While some Europeans have now become experts in restoring ajami, Syrian craftsmen continue to refine their drawing skills producing ajami.


Wooden boat making in Arward,
© Issam Hajjar

Memory: Tony al-Arqan

When I was a child, my family and I would visit Arwad island every summer. This Mediterranean island was once part of a Phoenician kingdom and the name Arvad is originally Phoenician. Its inhabitants have always been working as fishermen and boat constructors. Till this very day the majority of them is involved in these professions. What I enjoyed most was watching the fishermen building their wooden boats. And one thing I will never forget is the smell of fish all over the island.
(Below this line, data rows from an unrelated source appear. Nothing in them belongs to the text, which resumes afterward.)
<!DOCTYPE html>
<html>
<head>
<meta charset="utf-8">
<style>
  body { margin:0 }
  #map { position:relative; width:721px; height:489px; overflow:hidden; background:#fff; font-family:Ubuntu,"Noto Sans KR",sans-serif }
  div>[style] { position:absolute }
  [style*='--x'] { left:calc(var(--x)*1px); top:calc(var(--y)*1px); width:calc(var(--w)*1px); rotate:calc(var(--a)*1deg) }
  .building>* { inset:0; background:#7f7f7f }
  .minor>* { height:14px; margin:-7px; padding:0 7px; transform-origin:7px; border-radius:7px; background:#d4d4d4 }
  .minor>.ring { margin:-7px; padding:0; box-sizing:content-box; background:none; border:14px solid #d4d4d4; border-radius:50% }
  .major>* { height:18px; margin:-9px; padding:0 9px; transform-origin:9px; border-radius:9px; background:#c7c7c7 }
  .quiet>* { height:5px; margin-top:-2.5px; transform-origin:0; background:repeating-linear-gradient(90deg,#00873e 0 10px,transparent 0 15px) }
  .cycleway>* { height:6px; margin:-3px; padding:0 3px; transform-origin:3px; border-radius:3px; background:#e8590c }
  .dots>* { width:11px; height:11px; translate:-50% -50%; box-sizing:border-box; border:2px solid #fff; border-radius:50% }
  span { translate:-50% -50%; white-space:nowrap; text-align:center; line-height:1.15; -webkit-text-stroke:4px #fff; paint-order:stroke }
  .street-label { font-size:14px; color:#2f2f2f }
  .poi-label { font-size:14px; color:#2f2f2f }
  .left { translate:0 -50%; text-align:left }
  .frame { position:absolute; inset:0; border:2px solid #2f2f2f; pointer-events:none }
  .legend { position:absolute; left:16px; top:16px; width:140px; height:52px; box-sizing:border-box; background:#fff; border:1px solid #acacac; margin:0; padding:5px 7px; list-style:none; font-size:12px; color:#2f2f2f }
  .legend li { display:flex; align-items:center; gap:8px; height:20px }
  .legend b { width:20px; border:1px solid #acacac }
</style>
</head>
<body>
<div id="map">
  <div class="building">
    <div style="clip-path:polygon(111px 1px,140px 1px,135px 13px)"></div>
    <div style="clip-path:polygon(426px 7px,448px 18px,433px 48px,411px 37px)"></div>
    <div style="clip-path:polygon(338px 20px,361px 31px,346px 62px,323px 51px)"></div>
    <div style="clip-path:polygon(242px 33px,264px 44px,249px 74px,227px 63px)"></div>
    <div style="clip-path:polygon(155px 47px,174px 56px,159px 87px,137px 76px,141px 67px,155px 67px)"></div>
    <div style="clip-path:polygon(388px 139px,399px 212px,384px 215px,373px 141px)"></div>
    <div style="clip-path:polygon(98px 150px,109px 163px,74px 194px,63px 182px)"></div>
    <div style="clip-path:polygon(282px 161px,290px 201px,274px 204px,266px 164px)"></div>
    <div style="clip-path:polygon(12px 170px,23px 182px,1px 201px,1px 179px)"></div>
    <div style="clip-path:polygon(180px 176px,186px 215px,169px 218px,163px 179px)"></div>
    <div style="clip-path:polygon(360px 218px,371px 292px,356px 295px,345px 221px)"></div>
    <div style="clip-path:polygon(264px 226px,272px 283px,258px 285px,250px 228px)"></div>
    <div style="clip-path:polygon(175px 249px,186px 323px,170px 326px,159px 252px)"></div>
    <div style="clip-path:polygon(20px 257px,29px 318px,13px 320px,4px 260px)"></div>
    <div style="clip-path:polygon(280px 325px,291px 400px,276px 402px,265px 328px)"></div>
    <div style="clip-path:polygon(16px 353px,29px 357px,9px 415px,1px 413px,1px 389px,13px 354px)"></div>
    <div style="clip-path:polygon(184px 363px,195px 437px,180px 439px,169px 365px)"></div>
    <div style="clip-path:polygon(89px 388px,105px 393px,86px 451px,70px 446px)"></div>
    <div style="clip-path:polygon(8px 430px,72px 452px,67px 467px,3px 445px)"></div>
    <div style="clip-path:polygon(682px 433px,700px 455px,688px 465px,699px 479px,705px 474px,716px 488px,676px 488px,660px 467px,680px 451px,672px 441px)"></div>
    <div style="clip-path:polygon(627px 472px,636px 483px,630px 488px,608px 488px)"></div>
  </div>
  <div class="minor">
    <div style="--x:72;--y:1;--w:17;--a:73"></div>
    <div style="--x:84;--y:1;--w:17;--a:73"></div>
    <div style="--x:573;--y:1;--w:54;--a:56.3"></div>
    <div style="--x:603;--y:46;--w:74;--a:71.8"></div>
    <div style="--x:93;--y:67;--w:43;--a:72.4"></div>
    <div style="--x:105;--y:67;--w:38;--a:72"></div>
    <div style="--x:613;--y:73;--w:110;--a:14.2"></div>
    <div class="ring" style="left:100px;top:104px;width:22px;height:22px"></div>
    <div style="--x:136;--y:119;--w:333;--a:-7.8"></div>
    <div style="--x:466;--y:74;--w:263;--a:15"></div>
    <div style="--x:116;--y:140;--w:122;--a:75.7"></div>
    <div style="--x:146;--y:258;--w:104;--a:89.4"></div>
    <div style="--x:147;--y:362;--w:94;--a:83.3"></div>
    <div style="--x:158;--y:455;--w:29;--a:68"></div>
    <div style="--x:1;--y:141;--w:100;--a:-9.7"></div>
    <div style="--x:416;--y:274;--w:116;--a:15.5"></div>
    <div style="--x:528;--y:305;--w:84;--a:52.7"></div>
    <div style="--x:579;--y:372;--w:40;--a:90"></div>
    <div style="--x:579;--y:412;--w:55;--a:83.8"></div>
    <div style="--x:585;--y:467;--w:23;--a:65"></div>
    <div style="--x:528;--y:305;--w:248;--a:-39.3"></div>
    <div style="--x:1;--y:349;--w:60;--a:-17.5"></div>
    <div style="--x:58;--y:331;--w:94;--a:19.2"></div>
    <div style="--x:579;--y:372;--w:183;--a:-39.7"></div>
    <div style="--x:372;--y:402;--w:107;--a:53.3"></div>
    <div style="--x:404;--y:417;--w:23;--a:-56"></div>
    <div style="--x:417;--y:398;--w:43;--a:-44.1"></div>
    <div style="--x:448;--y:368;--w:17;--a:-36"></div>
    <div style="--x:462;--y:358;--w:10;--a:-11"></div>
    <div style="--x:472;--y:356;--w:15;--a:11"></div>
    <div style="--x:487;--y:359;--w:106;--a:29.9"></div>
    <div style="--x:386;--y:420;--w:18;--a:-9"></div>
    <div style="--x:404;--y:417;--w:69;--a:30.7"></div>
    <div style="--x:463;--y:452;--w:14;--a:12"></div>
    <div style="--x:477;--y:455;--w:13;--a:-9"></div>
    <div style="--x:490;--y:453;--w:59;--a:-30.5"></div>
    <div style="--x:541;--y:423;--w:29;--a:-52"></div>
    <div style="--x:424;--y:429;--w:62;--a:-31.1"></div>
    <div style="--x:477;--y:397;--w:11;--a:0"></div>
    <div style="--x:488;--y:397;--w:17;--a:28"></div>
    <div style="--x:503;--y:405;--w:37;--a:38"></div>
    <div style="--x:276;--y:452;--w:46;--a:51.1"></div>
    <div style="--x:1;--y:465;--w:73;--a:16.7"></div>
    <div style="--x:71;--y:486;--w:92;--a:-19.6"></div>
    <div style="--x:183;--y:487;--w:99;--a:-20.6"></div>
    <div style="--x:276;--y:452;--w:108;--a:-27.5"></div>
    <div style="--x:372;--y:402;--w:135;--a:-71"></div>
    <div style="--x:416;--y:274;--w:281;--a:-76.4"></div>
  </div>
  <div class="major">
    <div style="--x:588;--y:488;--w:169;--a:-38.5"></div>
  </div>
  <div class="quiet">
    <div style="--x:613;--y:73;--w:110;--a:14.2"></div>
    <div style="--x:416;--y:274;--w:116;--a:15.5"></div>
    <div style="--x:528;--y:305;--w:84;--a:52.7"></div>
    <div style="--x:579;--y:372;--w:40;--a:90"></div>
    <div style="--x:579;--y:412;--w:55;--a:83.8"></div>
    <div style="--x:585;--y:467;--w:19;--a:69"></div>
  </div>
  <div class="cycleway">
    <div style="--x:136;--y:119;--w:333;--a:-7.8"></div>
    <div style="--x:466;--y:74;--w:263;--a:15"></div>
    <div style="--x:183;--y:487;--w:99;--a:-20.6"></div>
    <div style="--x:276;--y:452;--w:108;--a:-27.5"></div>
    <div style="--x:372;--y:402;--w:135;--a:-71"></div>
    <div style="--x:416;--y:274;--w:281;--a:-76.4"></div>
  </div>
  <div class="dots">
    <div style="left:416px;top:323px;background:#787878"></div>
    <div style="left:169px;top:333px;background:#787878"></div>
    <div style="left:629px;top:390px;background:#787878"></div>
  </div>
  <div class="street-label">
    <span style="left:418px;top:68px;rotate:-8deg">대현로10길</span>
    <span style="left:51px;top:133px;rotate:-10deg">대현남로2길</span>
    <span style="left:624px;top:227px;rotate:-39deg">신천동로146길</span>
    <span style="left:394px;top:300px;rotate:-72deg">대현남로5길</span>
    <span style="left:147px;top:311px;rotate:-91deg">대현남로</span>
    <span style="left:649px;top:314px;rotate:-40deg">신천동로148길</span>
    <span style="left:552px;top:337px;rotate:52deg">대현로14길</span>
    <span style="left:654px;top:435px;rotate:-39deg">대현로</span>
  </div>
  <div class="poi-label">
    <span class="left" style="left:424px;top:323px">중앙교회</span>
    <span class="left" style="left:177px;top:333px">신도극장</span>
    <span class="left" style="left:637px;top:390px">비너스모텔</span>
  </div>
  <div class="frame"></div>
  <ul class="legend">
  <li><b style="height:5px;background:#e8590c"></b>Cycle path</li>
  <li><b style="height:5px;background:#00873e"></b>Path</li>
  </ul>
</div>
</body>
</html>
Courtyard of Khan As’ad Basha in Damascus,
© Rami al-Afandi

Memory: Rasha Kanjarawi

Unless there was a special event, the main gate of the abandoned khan –travelers’ lodge- was usually closed, but sometimes the little door of the gate would be open, and I always took the chance to go inside. The beautiful courtyard gave me a feeling of solitude, the shadows with the striped stone tiles looking like an old photograph. The courtyard space always smelled like a strange mix of spices coming from the bazaar outside and of the cold damp stone.

Outside its gate the busy city life was going on with the buzzing market sounds and the shouting street vendours, while inside I always felt like I could hide away from the world.